What this task involves
Reproduce the records below exactly as they appear.

Excerpted records
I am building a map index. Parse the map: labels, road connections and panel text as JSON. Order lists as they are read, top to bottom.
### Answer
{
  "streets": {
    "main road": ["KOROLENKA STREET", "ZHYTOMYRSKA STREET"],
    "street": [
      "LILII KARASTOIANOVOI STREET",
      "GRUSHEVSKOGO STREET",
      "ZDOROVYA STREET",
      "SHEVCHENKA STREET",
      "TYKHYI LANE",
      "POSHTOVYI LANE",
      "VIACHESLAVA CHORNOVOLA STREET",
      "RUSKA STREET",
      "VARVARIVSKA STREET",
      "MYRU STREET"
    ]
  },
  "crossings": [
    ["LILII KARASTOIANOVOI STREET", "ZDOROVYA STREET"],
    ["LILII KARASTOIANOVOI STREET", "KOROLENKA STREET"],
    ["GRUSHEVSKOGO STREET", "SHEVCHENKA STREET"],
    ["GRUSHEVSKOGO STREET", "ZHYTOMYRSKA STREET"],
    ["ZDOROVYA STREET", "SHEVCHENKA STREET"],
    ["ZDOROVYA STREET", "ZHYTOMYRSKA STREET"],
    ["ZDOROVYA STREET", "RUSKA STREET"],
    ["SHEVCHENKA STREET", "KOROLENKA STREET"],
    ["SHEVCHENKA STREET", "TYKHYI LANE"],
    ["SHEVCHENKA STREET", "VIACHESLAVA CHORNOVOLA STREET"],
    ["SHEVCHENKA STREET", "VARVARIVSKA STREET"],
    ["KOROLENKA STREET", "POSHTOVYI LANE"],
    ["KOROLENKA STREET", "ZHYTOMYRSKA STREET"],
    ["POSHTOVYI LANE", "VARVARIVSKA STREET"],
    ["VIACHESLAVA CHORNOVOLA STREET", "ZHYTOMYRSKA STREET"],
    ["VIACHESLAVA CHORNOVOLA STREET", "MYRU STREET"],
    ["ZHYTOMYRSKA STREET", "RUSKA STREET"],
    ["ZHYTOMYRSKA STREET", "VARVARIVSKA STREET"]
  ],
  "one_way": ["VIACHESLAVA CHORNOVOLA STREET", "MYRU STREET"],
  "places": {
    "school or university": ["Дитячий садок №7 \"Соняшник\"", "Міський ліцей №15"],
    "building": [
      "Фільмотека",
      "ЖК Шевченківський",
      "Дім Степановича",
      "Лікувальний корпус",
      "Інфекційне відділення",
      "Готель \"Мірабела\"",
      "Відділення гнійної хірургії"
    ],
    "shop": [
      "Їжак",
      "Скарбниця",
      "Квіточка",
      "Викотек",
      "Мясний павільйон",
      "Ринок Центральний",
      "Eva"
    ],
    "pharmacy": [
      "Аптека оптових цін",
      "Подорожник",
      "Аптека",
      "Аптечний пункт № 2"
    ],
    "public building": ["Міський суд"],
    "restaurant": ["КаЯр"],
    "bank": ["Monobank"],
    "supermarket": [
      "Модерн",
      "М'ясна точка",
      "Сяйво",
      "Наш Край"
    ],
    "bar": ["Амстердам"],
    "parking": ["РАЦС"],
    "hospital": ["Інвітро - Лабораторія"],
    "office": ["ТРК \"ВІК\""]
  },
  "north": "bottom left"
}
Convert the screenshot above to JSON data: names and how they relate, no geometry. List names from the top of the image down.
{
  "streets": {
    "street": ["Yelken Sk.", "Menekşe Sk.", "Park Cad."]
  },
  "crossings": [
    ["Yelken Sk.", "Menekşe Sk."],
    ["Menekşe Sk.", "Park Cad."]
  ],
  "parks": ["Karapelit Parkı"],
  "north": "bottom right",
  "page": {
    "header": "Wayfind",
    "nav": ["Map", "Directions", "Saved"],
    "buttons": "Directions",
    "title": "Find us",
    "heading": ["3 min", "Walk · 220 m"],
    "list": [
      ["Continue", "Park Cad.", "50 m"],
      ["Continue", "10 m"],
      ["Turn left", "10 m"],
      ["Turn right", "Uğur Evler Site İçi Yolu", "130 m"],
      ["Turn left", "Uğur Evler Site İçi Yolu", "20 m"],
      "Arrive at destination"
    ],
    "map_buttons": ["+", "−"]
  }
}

Answer area
I am building a map index. Parse the map: labels, road connections and panel text as JSON. Order lists as they are read, top to bottom.
### Answer
{
  "streets": {
    "main road": ["KOROLENKA STREET", "ZHYTOMYRSKA STREET"],
    "street": [
      "LILII KARASTOIANOVOI STREET",
      "GRUSHEVSKOGO STREET",
      "ZDOROVYA STREET",
      "SHEVCHENKA STREET",
      "TYKHYI LANE",
      "POSHTOVYI LANE",
      "VIACHESLAVA CHORNOVOLA STREET",
      "RUSKA STREET",
      "VARVARIVSKA STREET",
      "MYRU STREET"
    ]
  },
  "crossings": [
    ["LILII KARASTOIANOVOI STREET", "ZDOROVYA STREET"],
    ["LILII KARASTOIANOVOI STREET", "KOROLENKA STREET"],
    ["GRUSHEVSKOGO STREET", "SHEVCHENKA STREET"],
    ["GRUSHEVSKOGO STREET", "ZHYTOMYRSKA STREET"],
    ["ZDOROVYA STREET", "SHEVCHENKA STREET"],
    ["ZDOROVYA STREET", "ZHYTOMYRSKA STREET"],
    ["ZDOROVYA STREET", "RUSKA STREET"],
    ["SHEVCHENKA STREET", "KOROLENKA STREET"],
    ["SHEVCHENKA STREET", "TYKHYI LANE"],
    ["SHEVCHENKA STREET", "VIACHESLAVA CHORNOVOLA STREET"],
    ["SHEVCHENKA STREET", "VARVARIVSKA STREET"],
    ["KOROLENKA STREET", "POSHTOVYI LANE"],
    ["KOROLENKA STREET", "ZHYTOMYRSKA STREET"],
    ["POSHTOVYI LANE", "VARVARIVSKA STREET"],
    ["VIACHESLAVA CHORNOVOLA STREET", "ZHYTOMYRSKA STREET"],
    ["VIACHESLAVA CHORNOVOLA STREET", "MYRU STREET"],
    ["ZHYTOMYRSKA STREET", "RUSKA STREET"],
    ["ZHYTOMYRSKA STREET", "VARVARIVSKA STREET"]
  ],
  "one_way": ["VIACHESLAVA CHORNOVOLA STREET", "MYRU STREET"],
  "places": {
    "school or university": ["Дитячий садок №7 \"Соняшник\"", "Міський ліцей №15"],
    "building": [
      "Фільмотека",
      "ЖК Шевченківський",
      "Дім Степановича",
      "Лікувальний корпус",
      "Інфекційне відділення",
      "Готель \"Мірабела\"",
      "Відділення гнійної хірургії"
    ],
    "shop": [
      "Їжак",
      "Скарбниця",
      "Квіточка",
      "Викотек",
      "Мясний павільйон",
      "Ринок Центральний",
      "Eva"
    ],
    "pharmacy": [
      "Аптека оптових цін",
      "Подорожник",
      "Аптека",
      "Аптечний пункт № 2"
    ],
    "public building": ["Міський суд"],
    "restaurant": ["КаЯр"],
    "bank": ["Monobank"],
    "supermarket": [
      "Модерн",
      "М'ясна точка",
      "Сяйво",
      "Наш Край"
    ],
    "bar": ["Амстердам"],
    "parking": ["РАЦС"],
    "hospital": ["Інвітро - Лабораторія"],
    "office": ["ТРК \"ВІК\""]
  },
  "north": "bottom left"
}
Convert the screenshot above to JSON data: names and how they relate, no geometry. List names from the top of the image down.
{
  "streets": {
    "street": ["Yelken Sk.", "Menekşe Sk.", "Park Cad."]
  },
  "crossings": [
    ["Yelken Sk.", "Menekşe Sk."],
    ["Menekşe Sk.", "Park Cad."]
  ],
  "parks": ["Karapelit Parkı"],
  "north": "bottom right",
  "page": {
    "header": "Wayfind",
    "nav": ["Map", "Directions", "Saved"],
    "buttons": "Directions",
    "title": "Find us",
    "heading": ["3 min", "Walk · 220 m"],
    "list": [
      ["Continue", "Park Cad.", "50 m"],
      ["Continue", "10 m"],
      ["Turn left", "10 m"],
      ["Turn right", "Uğur Evler Site İçi Yolu", "130 m"],
      ["Turn left", "Uğur Evler Site İçi Yolu", "20 m"],
      "Arrive at destination"
    ],
    "map_buttons": ["+", "−"]
  }
}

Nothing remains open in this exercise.